Penuhi Panggilan Kejari Kab. Blitar, Eks Wabup Blitar Paparkan Informasi Kasus Korupsi Dam Kali Bentak

Rabu, 19/03/2025 - 21:13
Eks Wakil Bupati Blitar H. Rahmat Santoso, S.H., M.H. (Foto : ist)

Eks Wakil Bupati Blitar H. Rahmat Santoso, S.H., M.H. (Foto : ist)

Klikwarta.com, Blitar - Bekas (eks) Wakil Bupati Blitar H. Rahmat Santoso, S.H., M.H. memenuhi undangan Kejaksaan Negeri (Kejari) Kabupaten Blitar untuk menyampaikan keterangan terkait penanganan kasus tindak pidana korupsi (Tipikor) Dam Kali Bentak di Kabupaten Blitar senilai Rp 4,9 Milyar, Rabu (19/3/2025).

Wakil Bupati Kabupaten Blitar periode 2021-2023 tersebut tiba di Kantor Kejari sekitar pukul 11.30 WIB, kemudian lapor ke meja pelayanan dan langsung masuk ke ruang penyidik.

Setelah diperiksa hampir 5 jam sampai pukul 16.20 WIB, Rahmat terlihat keluar dari ruang penyidik langsung berjalan menuju mobil Toyota Alphard hitam dengan nopol K 34.

"Pemeriksaan hari ini banyak poinnya, silahkan ke penyidik. Saya juga gak dikasih makan dan minum, karena bulan puasa," seloroh Rahmat sambil tertawa dengan wartawan yang sudah menunggunya dengan seksama.

Dikonfirmasi terkait materi pemeriksaan dirinya, Rahmat mengaku sudah memberikan keterangan apa yang diketahui dan didengarnya selama menjabat Wabup Blitar.

"Tidak hanya soal dam Kali Bentak saja, tapi ada banyak hal. Apa pertanyaan dan hasilnya, silahkan tanya ke penyidik," kata Rahmat.

Apakah fokus ke kasus korupsi proyek Dam Kali Bentak senilai Rp 4,9 Milyar, Rahmat mengaku tidak hanya soal itu saja.

"Karena korupsi itu extraordinary crime, kejahatan luar biasa dan bebas kemana saja arahnya penyidikannya. Panggilannya soal A pertanyaannya bisa B, C, D dan seterusnya," ungkap pria yang juga pandemen motor gede ini.

Rahmat mengkonfirmasi, kalau soal korupsi proyek Dam Kali Bentak ia tidak tahu apa-apa, tapi soal proses terkait proyek dan lainnya sepengetahuannya sudah disampaikan ke penyidik.

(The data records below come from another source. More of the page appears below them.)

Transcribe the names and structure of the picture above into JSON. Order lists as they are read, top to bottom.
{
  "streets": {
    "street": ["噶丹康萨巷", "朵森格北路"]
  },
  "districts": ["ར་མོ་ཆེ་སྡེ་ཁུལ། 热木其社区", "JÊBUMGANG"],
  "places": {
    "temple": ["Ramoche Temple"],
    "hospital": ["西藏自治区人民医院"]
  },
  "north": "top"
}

"Termasuk soal Tim Percepatan Pembangunan dan Inovasi Daerah (TP2ID) dan lainnya, sudah saya sampaikan ada banyak hal lain juga," ungkapnya.

Diantaranya terkait dengan wewenang TP2ID, semua tahu yang profesional malah mengundurkan diri dan tinggal ahli-ahlinya saja.

"Ahli memilih proyek dan PT nya, kan begitu. Bahkan sampai sekarang kan juga belum ada pembubaran TP2ID yang memakai APBD, meskipun ditolak oleh DPRD," tandasnya.

Disinggung mengenai penggeledahan 2 rumah yang di duga rumah Muhammad Muchlison yaitu kakak kandung mantan Bupati Blitar, Rini Syarifah, apakah relevan dengan kasus korupsi proyek dam Kali Bentak yang sedang diusut Kejari Blitar.

"Menurut saya relevan, karena dia (Muchlison) kan juga ada di dalam TP2ID," ujar Makdhe Rahmat.

Seperti diketahui, saat ini Kejari Kabupaten Blitar sedang menyidik kasus korupsi proyek dam Kali Bentak senilai Rp 4,9 Milyar pada Dinas PUPR Kabupaten Blitar tahun anggaran 2023.

Dengan menetapkan Direktur CV. Cipta Graha Pratama, M Bahweni sebagai tersangka dan menahannya pada 11 Maret 2025 lalu.

Kemudian menggeledah 2 rumah di duga milik  Muchlison, kakak kandung mantan Bupati Blitar, Rini Syarifah yang berada di Desa Tuliskriyo, Kecamatan Sanankulon, Kabupaten Blitar dan di Jalan Masjid Nomor 6, Kelurahan Kepanjenlor, Kecamatan Kepanjenkidul, Kota Blitar.